Publié le 29.06.2016| Mis à jour le 08.12.2021

Auditeur comptable dans un grand cabinet d’audit au Luxembourg, Antoine Deltour est à l’origine de l’affaire du Luxleaks. Celle-ci a révélé en 2012 puis en 2014 des montages fiscaux complexes pour échapper à l’impôt. Si ces révélations ont déjà conduit à des avancées législatives en matière de justice fiscale, le jeune homme encourt, quant à lui, cinq ans de prison et une forte amende… Récit.


Tout commence en 2008, lorsque Antoine Deltour, alors âgé de vingt-deux ans, est embauché au Luxembourg par le cabinet d’audit international PricewaterhouseCoopers (PwC), l’un des leaders mondiaux du secteur de l’audit et du conseil. Très vite, le jeune auditeur comptable prend conscience des enjeux fiscaux qui se jouent dans le Grand-Duché. La radicalité des pratiques fiscales fondées sur des taux d’imposition extrêmement bas et la dimension systémique de ces pratiques – suivies par la majorité des grandes entreprises internationales – le scandalisent. Face à ces usages qu’il considère injustes, il décide de démissionner, fin 2010.

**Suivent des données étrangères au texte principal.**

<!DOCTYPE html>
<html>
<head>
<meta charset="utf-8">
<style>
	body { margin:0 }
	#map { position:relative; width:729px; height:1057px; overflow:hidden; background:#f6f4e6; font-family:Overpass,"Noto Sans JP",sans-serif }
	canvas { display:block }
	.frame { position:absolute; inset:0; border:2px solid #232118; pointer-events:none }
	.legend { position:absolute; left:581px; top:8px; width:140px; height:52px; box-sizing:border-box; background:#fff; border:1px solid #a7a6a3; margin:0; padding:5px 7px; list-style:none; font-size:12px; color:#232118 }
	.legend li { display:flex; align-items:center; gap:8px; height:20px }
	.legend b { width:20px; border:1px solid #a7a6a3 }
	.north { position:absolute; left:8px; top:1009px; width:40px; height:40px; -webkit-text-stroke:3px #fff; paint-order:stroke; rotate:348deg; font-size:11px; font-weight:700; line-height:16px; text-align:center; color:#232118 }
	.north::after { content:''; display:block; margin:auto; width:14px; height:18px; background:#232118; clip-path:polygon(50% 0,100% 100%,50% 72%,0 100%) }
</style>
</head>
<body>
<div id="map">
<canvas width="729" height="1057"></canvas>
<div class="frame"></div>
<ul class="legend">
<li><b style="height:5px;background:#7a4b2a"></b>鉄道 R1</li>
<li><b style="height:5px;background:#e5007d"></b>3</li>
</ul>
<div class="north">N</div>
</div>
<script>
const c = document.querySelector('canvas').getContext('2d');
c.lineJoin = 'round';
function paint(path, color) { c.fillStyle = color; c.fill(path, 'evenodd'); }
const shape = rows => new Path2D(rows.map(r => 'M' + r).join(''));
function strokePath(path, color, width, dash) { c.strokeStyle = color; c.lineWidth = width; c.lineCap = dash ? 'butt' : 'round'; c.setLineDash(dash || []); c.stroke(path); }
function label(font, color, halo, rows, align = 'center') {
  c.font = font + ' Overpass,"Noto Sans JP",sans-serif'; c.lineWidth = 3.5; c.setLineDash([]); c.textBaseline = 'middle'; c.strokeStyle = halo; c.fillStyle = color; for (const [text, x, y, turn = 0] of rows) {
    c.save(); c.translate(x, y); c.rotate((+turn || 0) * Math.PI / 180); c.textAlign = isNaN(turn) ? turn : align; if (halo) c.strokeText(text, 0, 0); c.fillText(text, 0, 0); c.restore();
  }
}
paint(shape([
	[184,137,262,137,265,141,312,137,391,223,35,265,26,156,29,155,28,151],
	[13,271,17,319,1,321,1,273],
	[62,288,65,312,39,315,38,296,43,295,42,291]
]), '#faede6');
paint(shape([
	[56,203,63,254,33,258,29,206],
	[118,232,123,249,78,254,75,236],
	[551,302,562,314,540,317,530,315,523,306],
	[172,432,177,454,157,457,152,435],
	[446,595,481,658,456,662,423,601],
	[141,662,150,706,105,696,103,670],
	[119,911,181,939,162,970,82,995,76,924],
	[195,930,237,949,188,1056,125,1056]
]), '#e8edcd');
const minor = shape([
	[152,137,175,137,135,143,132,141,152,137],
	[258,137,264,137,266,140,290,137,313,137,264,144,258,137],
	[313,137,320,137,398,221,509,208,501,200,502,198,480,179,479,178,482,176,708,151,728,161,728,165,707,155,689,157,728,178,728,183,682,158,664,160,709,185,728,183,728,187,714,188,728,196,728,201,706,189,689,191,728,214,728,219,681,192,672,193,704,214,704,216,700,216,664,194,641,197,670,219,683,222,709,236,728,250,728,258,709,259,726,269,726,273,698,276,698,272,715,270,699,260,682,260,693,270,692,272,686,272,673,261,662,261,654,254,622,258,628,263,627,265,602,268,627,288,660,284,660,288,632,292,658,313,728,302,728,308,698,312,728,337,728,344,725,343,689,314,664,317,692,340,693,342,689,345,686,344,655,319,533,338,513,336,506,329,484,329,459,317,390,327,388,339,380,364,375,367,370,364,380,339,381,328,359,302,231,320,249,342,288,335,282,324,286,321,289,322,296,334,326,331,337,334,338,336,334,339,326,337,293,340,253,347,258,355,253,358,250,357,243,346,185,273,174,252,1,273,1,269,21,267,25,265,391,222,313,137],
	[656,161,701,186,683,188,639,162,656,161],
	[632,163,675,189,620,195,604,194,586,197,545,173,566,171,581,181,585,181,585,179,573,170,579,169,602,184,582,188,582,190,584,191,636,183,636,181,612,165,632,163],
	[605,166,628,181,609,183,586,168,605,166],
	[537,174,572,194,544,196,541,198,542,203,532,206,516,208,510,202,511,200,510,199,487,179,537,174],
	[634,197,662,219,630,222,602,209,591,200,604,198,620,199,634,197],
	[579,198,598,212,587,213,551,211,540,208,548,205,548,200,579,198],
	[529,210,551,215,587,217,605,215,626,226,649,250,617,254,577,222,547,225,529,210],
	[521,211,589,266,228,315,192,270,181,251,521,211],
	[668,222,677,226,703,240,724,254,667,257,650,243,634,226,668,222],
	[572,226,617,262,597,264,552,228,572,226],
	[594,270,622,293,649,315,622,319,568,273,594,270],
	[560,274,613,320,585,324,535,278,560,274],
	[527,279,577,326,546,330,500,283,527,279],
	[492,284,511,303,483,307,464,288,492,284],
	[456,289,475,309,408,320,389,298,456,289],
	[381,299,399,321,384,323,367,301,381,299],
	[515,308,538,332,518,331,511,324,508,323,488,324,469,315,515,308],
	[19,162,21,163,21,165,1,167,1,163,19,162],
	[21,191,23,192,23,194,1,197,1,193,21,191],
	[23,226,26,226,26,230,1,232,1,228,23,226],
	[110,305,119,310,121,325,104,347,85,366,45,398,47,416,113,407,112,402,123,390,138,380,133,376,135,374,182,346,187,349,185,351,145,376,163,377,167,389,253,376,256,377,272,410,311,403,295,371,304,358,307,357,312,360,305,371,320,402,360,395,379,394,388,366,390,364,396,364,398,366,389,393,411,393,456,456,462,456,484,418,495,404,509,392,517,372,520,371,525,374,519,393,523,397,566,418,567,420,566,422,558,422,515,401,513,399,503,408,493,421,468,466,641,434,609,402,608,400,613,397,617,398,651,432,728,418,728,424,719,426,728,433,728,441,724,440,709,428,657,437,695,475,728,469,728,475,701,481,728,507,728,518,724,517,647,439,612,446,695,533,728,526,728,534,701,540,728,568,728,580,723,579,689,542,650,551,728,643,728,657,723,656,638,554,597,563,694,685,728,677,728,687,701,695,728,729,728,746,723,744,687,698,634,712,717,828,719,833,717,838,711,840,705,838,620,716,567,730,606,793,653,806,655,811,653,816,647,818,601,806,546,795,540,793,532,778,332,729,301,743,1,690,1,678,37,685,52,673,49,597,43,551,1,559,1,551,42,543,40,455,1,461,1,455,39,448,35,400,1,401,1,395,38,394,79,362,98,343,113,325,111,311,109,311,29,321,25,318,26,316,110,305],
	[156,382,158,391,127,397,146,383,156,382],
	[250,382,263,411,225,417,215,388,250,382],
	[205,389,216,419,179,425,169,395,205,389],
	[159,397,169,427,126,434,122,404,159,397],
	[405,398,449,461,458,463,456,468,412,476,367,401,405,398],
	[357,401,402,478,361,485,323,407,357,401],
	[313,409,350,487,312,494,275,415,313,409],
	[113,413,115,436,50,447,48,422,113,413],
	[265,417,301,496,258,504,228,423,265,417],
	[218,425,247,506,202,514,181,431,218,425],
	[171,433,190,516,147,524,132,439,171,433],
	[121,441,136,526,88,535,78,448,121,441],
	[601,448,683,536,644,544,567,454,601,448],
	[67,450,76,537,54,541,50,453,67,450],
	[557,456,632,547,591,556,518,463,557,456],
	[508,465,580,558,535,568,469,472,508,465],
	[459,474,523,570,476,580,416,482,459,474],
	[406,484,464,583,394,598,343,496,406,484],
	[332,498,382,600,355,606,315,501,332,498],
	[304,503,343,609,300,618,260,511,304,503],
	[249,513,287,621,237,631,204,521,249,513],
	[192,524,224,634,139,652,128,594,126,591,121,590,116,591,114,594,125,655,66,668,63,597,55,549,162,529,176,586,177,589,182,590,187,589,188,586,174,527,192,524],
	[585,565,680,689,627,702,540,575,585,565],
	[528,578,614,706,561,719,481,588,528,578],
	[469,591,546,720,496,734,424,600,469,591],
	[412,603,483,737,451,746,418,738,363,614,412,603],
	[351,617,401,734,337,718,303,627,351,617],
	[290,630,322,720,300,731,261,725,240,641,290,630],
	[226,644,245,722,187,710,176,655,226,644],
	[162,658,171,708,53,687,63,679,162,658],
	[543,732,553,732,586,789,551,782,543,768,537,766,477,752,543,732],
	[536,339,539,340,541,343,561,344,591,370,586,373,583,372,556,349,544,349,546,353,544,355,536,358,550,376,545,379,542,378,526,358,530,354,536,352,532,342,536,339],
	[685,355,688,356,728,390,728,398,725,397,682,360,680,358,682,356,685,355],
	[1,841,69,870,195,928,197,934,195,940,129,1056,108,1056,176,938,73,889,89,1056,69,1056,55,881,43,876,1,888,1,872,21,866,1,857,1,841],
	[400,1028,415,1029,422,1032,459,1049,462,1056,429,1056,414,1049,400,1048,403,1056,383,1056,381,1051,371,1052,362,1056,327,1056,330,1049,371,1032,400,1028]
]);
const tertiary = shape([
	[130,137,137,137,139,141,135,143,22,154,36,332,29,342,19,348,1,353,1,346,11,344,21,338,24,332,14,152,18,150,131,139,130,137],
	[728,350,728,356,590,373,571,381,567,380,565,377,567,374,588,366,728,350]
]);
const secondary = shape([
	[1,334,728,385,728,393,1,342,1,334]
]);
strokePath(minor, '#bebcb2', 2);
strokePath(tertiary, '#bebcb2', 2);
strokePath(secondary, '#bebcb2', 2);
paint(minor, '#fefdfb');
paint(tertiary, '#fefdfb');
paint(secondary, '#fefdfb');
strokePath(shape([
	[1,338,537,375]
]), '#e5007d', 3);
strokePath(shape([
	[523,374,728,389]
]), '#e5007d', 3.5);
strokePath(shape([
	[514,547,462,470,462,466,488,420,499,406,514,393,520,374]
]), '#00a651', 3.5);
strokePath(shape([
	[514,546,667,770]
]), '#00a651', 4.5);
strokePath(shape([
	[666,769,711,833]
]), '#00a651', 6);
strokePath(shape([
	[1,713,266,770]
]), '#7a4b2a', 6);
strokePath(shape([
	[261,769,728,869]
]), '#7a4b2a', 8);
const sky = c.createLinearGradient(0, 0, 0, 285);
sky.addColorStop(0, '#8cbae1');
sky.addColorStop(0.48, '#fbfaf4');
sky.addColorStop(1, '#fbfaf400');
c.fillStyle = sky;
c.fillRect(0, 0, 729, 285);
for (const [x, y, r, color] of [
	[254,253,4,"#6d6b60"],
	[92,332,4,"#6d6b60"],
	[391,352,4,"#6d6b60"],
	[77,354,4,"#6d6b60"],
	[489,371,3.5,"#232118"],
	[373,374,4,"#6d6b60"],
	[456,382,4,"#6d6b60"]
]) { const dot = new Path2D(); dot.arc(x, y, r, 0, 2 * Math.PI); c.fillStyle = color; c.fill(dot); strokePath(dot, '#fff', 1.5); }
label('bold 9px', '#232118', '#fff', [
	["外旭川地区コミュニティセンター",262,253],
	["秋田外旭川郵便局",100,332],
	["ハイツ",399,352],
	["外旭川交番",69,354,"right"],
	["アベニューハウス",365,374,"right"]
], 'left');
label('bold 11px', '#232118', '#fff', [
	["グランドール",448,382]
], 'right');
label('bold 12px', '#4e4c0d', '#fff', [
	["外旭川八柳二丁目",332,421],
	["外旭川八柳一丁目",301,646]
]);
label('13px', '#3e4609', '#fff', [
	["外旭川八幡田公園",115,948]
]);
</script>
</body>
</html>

À ce moment-là, Antoine Deltour n’est pas encore très résolu sur son avenir professionnel. S’il pense déjà à la fonction publique, il n’exclut pas non plus de poursuivre dans le secteur de l’audit comptable. Avant de quitter PwC, il explore donc la base informatique dans le but de trouver des supports de formation. Quelle n’est pas sa surprise ! Il tombe par hasard sur une masse de documents décrivant de façon détaillée des accords fiscaux passés entre l’administration luxembourgeoise et de grandes entreprises. Beaucoup de ces accords appelés « tax rulings » sont en réalité des montages complexes visant à transférer dans des pays à faible imposition, comme le Luxembourg, des profits réalisés dans des pays à forte taxation. Ces circuits permettent ainsi à ceux qui en bénéficient d’échapper quasiment à tout impôt.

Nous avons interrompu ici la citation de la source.